- _Activity_: Without altering a single word, repeat the records that follow.

*** Data for review Section Begins ***

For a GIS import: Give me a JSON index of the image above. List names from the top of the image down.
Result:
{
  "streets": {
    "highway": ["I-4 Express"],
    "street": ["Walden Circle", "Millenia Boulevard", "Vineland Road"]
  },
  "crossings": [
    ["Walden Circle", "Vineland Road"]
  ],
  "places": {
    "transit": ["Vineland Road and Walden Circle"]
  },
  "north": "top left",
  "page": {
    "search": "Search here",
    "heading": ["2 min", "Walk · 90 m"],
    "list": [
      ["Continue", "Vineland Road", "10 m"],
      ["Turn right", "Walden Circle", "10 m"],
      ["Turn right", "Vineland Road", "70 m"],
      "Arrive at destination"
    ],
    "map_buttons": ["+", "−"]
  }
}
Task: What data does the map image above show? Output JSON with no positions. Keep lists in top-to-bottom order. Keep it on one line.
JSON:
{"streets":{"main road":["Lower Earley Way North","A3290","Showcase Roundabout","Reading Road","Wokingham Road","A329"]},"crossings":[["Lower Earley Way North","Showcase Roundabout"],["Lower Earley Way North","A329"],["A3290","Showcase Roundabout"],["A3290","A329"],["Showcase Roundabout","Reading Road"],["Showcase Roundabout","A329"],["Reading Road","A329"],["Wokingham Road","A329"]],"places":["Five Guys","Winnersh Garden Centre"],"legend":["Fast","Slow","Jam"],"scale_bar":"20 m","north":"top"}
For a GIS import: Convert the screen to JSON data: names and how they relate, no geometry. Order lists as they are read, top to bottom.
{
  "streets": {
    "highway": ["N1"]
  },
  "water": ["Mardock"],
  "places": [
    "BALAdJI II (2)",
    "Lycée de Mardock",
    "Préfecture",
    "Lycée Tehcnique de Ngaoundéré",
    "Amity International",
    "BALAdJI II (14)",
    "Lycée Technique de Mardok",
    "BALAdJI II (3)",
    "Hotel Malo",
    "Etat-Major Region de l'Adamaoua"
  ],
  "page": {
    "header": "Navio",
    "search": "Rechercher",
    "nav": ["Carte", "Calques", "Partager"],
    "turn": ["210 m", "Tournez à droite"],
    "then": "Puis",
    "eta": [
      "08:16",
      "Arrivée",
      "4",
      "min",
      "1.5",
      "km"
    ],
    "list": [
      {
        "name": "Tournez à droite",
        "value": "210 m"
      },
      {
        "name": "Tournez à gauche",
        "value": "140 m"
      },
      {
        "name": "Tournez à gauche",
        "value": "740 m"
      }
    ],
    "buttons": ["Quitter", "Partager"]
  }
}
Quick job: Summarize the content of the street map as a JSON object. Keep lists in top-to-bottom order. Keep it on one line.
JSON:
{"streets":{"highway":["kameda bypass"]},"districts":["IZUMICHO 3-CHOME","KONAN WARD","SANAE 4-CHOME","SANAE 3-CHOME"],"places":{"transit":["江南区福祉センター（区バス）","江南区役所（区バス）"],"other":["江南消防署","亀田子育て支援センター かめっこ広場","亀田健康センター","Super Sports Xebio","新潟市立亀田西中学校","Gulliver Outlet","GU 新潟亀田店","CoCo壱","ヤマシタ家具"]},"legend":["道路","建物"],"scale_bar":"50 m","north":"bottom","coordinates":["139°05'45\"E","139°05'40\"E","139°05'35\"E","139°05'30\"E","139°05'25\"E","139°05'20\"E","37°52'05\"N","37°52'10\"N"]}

*** Data for review Section Ends ***

- _Written answer_:
For a GIS import: Give me a JSON index of the image above. List names from the top of the image down.
Result:
{
  "streets": {
    "highway": ["I-4 Express"],
    "street": ["Walden Circle", "Millenia Boulevard", "Vineland Road"]
  },
  "crossings": [
    ["Walden Circle", "Vineland Road"]
  ],
  "places": {
    "transit": ["Vineland Road and Walden Circle"]
  },
  "north": "top left",
  "page": {
    "search": "Search here",
    "heading": ["2 min", "Walk · 90 m"],
    "list": [
      ["Continue", "Vineland Road", "10 m"],
      ["Turn right", "Walden Circle", "10 m"],
      ["Turn right", "Vineland Road", "70 m"],
      "Arrive at destination"
    ],
    "map_buttons": ["+", "−"]
  }
}
Task: What data does the map image above show? Output JSON with no positions. Keep lists in top-to-bottom order. Keep it on one line.
JSON:
{"streets":{"main road":["Lower Earley Way North","A3290","Showcase Roundabout","Reading Road","Wokingham Road","A329"]},"crossings":[["Lower Earley Way North","Showcase Roundabout"],["Lower Earley Way North","A329"],["A3290","Showcase Roundabout"],["A3290","A329"],["Showcase Roundabout","Reading Road"],["Showcase Roundabout","A329"],["Reading Road","A329"],["Wokingham Road","A329"]],"places":["Five Guys","Winnersh Garden Centre"],"legend":["Fast","Slow","Jam"],"scale_bar":"20 m","north":"top"}
For a GIS import: Convert the screen to JSON data: names and how they relate, no geometry. Order lists as they are read, top to bottom.
{
  "streets": {
    "highway": ["N1"]
  },
  "water": ["Mardock"],
  "places": [
    "BALAdJI II (2)",
    "Lycée de Mardock",
    "Préfecture",
    "Lycée Tehcnique de Ngaoundéré",
    "Amity International",
    "BALAdJI II (14)",
    "Lycée Technique de Mardok",
    "BALAdJI II (3)",
    "Hotel Malo",
    "Etat-Major Region de l'Adamaoua"
  ],
  "page": {
    "header": "Navio",
    "search": "Rechercher",
    "nav": ["Carte", "Calques", "Partager"],
    "turn": ["210 m", "Tournez à droite"],
    "then": "Puis",
    "eta": [
      "08:16",
      "Arrivée",
      "4",
      "min",
      "1.5",
      "km"
    ],
    "list": [
      {
        "name": "Tournez à droite",
        "value": "210 m"
      },
      {
        "name": "Tournez à gauche",
        "value": "140 m"
      },
      {
        "name": "Tournez à gauche",
        "value": "740 m"
      }
    ],
    "buttons": ["Quitter", "Partager"]
  }
}
Quick job: Summarize the content of the street map as a JSON object. Keep lists in top-to-bottom order. Keep it on one line.
JSON:
{"streets":{"highway":["kameda bypass"]},"districts":["IZUMICHO 3-CHOME","KONAN WARD","SANAE 4-CHOME","SANAE 3-CHOME"],"places":{"transit":["江南区福祉センター（区バス）","江南区役所（区バス）"],"other":["江南消防署","亀田子育て支援センター かめっこ広場","亀田健康センター","Super Sports Xebio","新潟市立亀田西中学校","Gulliver Outlet","GU 新潟亀田店","CoCo壱","ヤマシタ家具"]},"legend":["道路","建物"],"scale_bar":"50 m","north":"bottom","coordinates":["139°05'45\"E","139°05'40\"E","139°05'35\"E","139°05'30\"E","139°05'25\"E","139°05'20\"E","37°52'05\"N","37°52'10\"N"]}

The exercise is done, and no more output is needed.